The CAS program was important in that it might have detected the recurring trim drive wear problem early on and focused more attention on it. The cause of the accident was found to be a negligently maintained stab trim drive. There was a lack of proper lubrication and excessive wear on the acme threaded drive mechanism. The FAA and the NTSB opined that a properly functioning CAS system might have detected the dangerous nature of this fault before the accident occurred. (It’s interesting to note that the J3 Cub I flew many years ago has a similar acme threaded hand crank operated stabilizer trim mechanism.)

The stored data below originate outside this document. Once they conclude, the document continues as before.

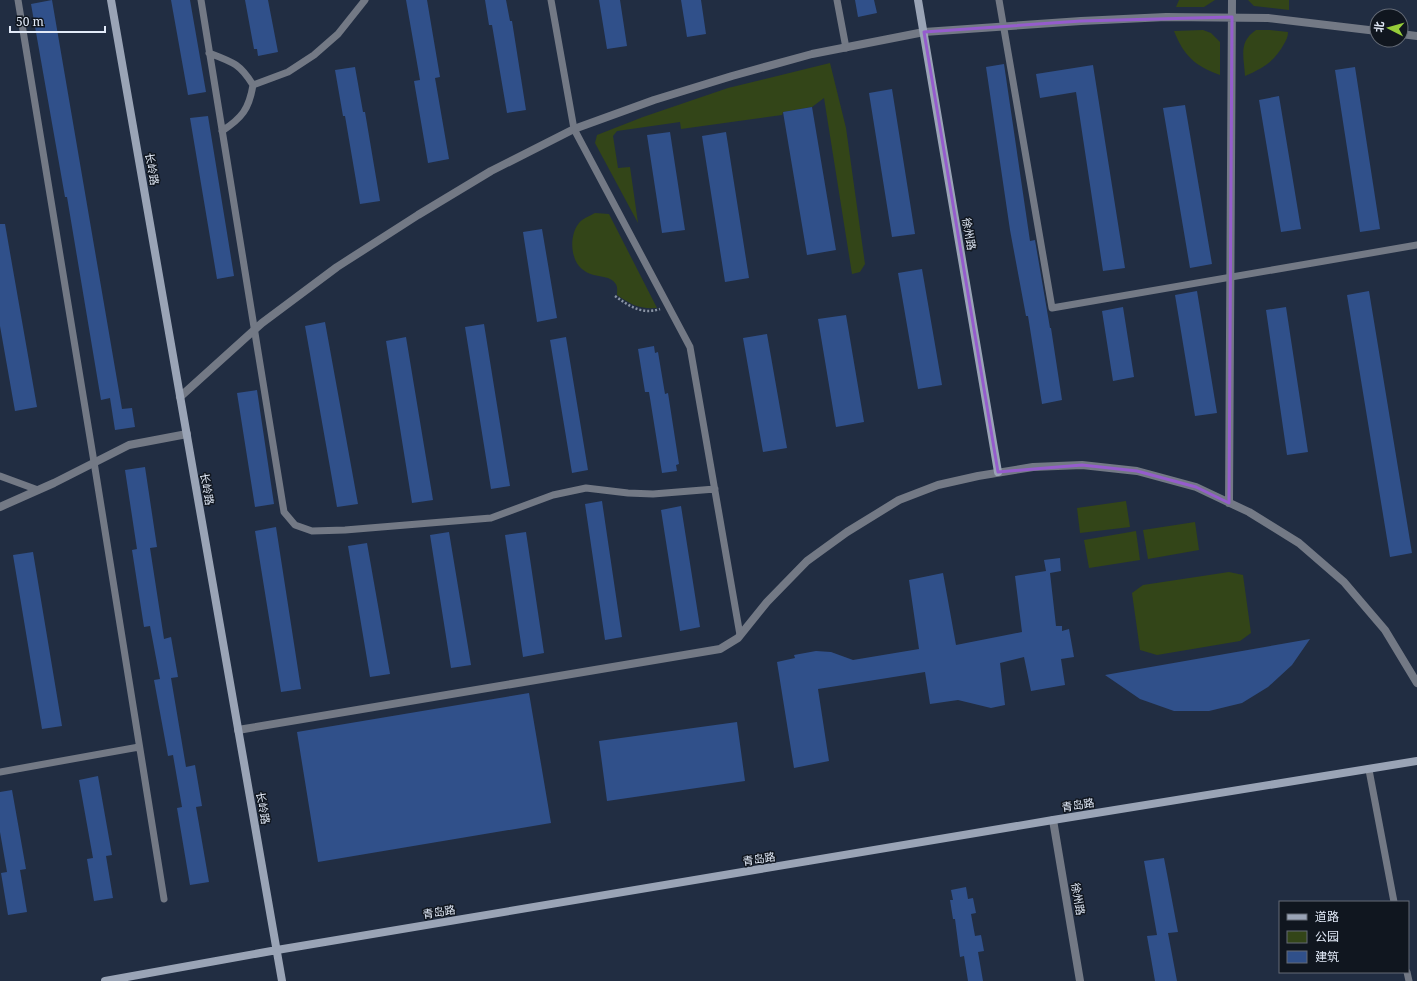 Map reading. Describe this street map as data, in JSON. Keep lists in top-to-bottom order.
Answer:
{
  "streets": {
    "street": ["长岭路", "徐州路", "青岛路"]
  },
  "crossings": [
    ["长岭路", "青岛路"],
    ["徐州路", "青岛路"]
  ],
  "legend": ["道路", "公园", "建筑"],
  "scale_bar": "50 m",
  "north": "left"
} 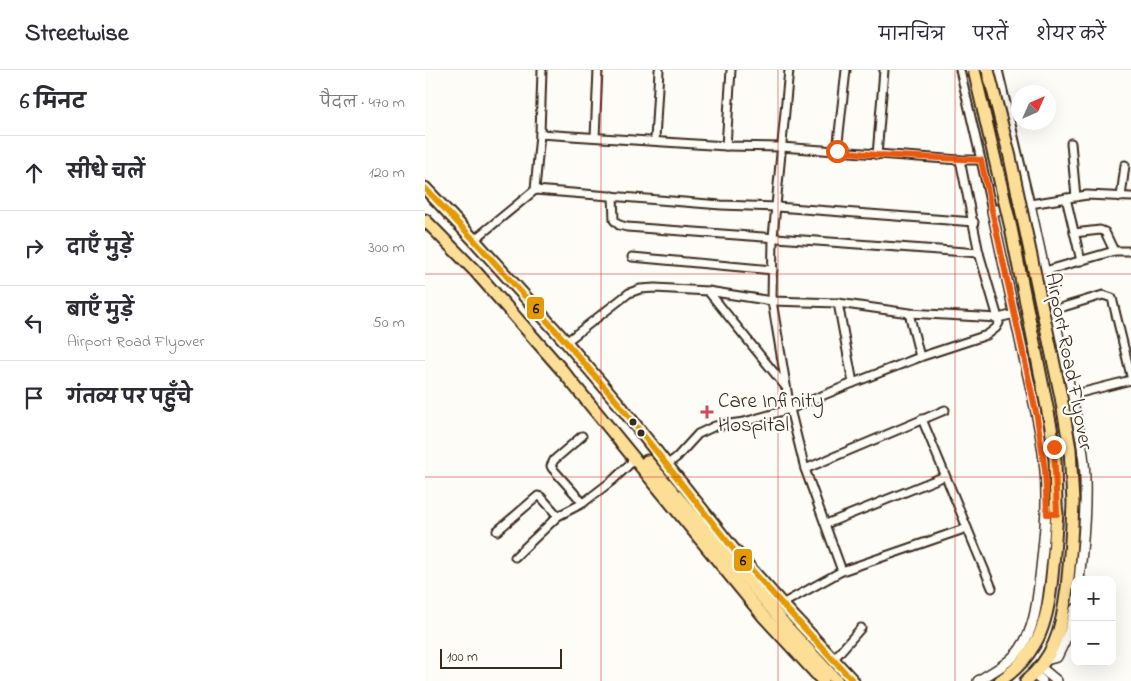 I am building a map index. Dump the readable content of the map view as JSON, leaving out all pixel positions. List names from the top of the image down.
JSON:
{
  "streets": {
    "main road": ["Airport Road Flyover"]
  },
  "places": {
    "health": ["Care Infinity Hospital"]
  },
  "lines": ["transit line 6"],
  "scale_bar": "100 m",
  "north": "top right",
  "page": {
    "header": "Streetwise",
    "nav": ["मानचित्र", "परतें", "शेयर करें"],
    "heading": ["6 मिनट", "पैदल · 470 m"],
    "list": [
      ["सीधे चलें", "120 m"],
      ["दाएँ मुड़ें", "300 m"],
      ["बाएँ मुड़ें", "Airport Road Flyover", "50 m"],
      "गंतव्य पर पहुँचे"
    ],
    "map_buttons": ["+", "−"],
    "scale": "100 m"
  }
} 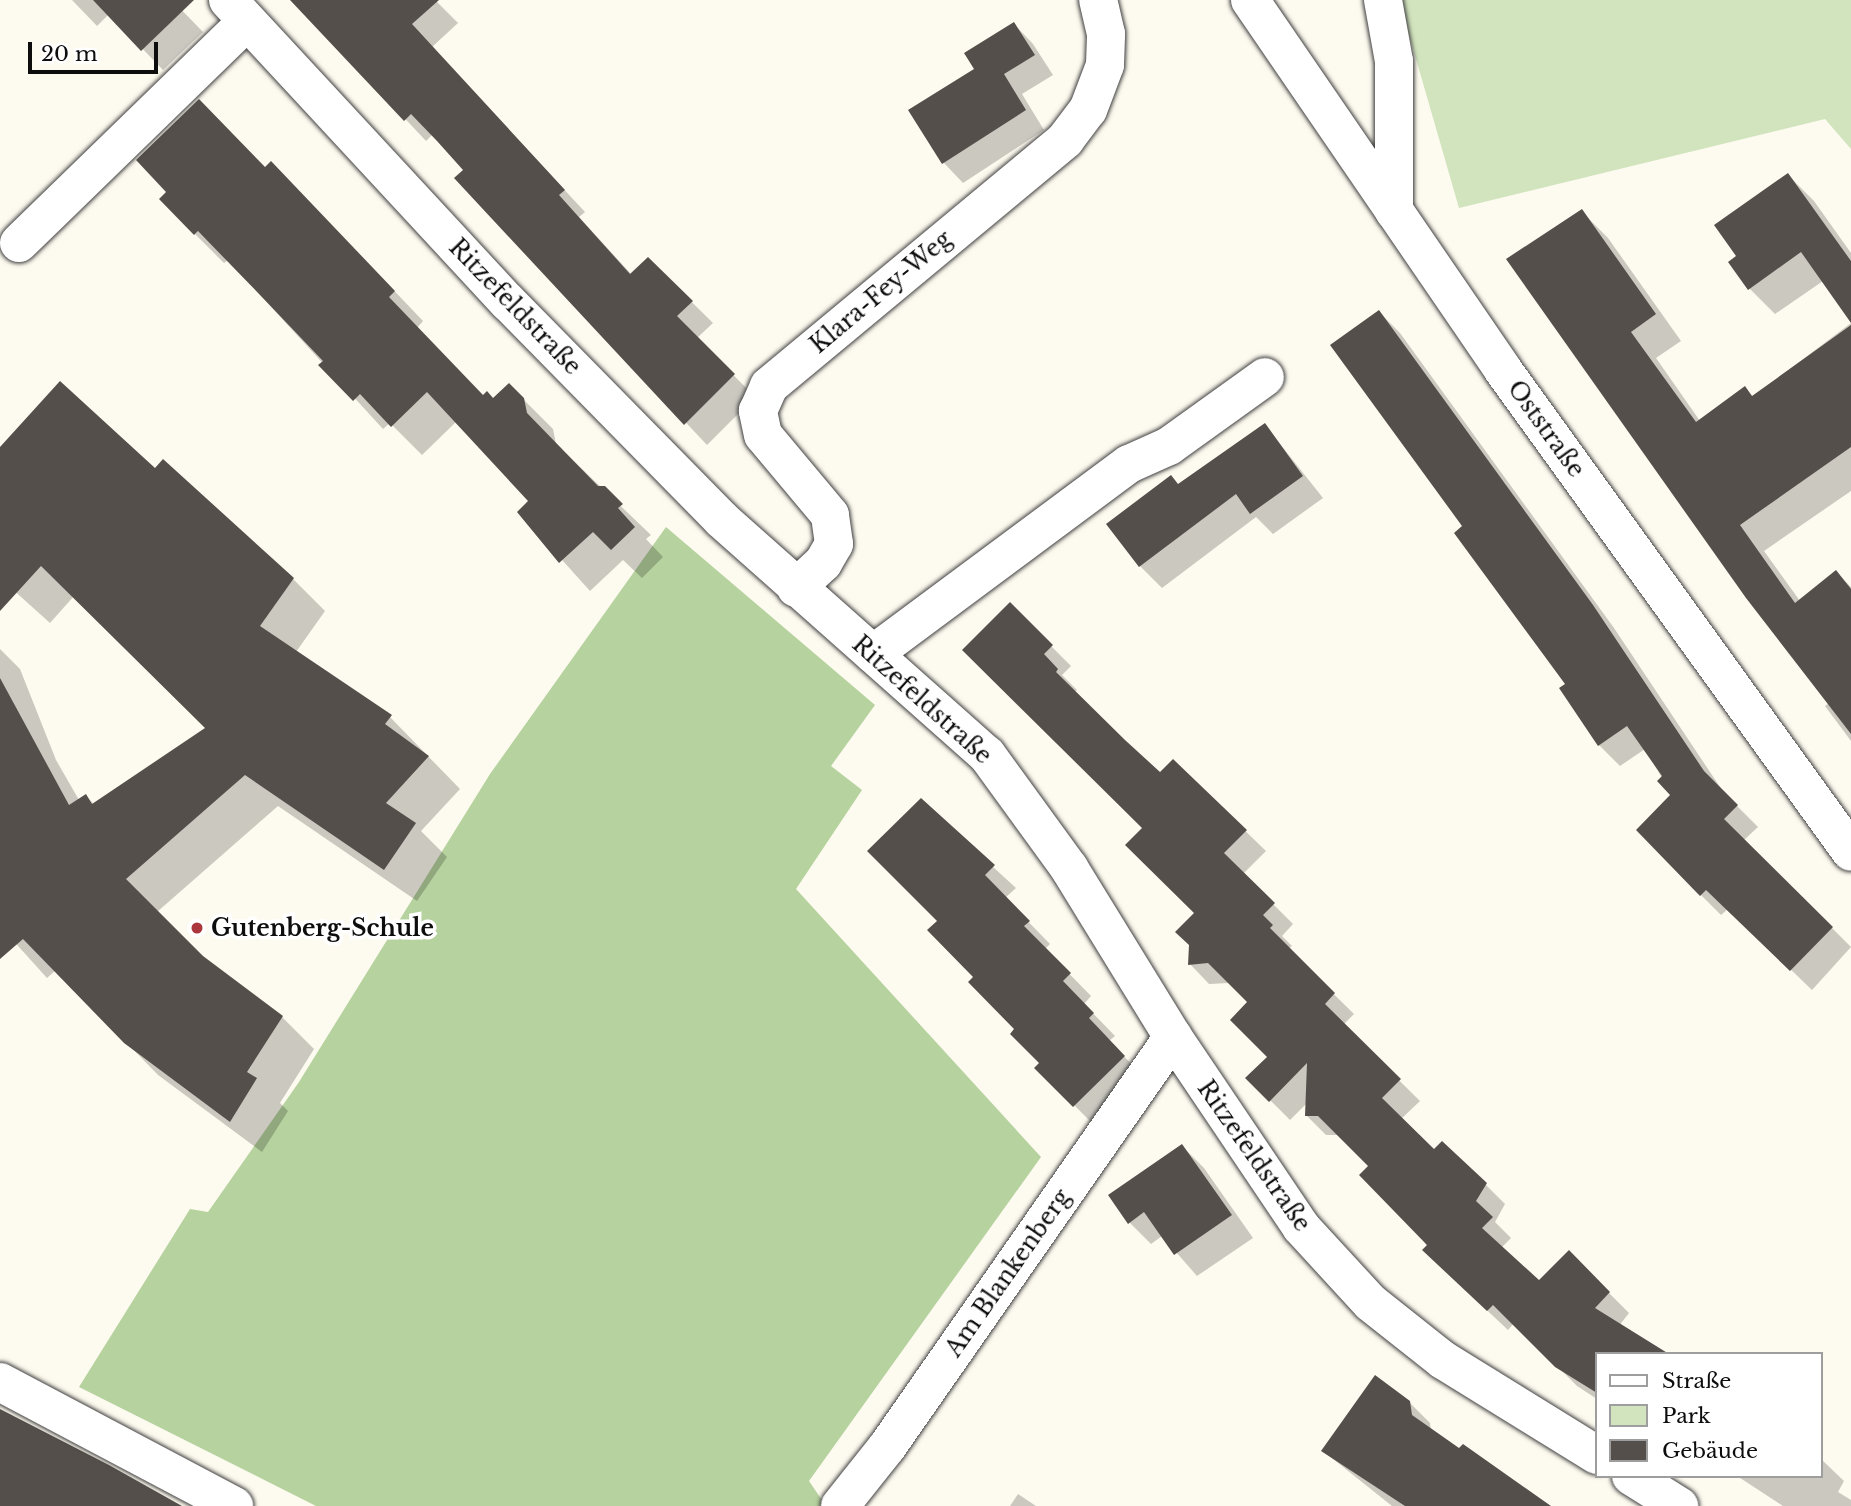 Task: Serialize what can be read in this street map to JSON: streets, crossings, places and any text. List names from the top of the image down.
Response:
{
  "streets": {
    "street": [
      "Klara-Fey-Weg",
      "Ritzefeldstraße",
      "Oststraße",
      "Am Blankenberg"
    ]
  },
  "crossings": [
    ["Klara-Fey-Weg", "Ritzefeldstraße"],
    ["Ritzefeldstraße", "Am Blankenberg"]
  ],
  "places": ["Gutenberg-Schule"],
  "legend": ["Straße", "Park", "Gebäude"],
  "scale_bar": "20 m"
} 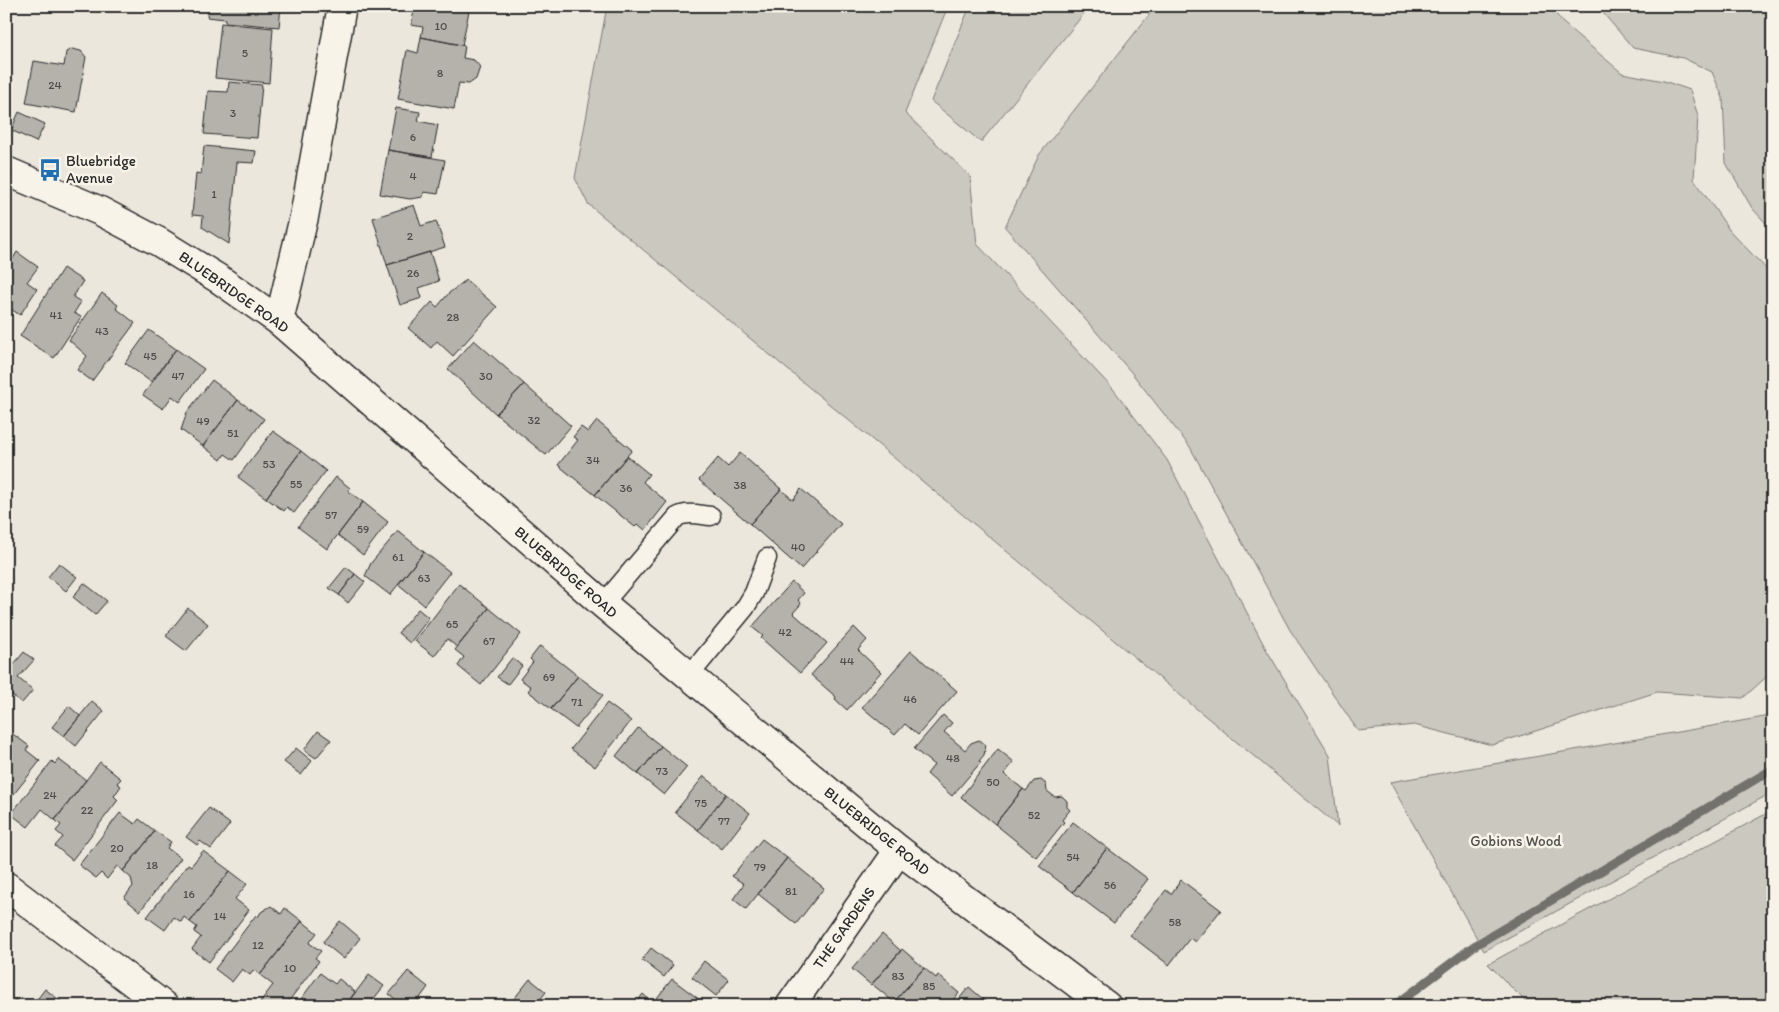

Needless to say, there was an order for all inspectors to pay special attention to FAR 121.373. The FAA further ordered a special inspection of 25 major airlines to determine the state of their CAS programs. The results of these special inspections were so controversial that the FAA refused to release them for almost two years. The CASS became a primary focus of FAA inspectors assigned to air carriers. At last, some attention.
Chalks Ocean Airlines
A few years later in December 2005, a Chalks Airlines turboprop Grumman Mallard lost a wing shortly after it took off and crashed near Miami, FL. Structural failure of the wing was cited as the obvious cause.
The NTSB found that “…Chalks maintenance program and practices were deficient, and these deficiencies were causal to the accident.” Again, another clearly continuing maintenance analysis application.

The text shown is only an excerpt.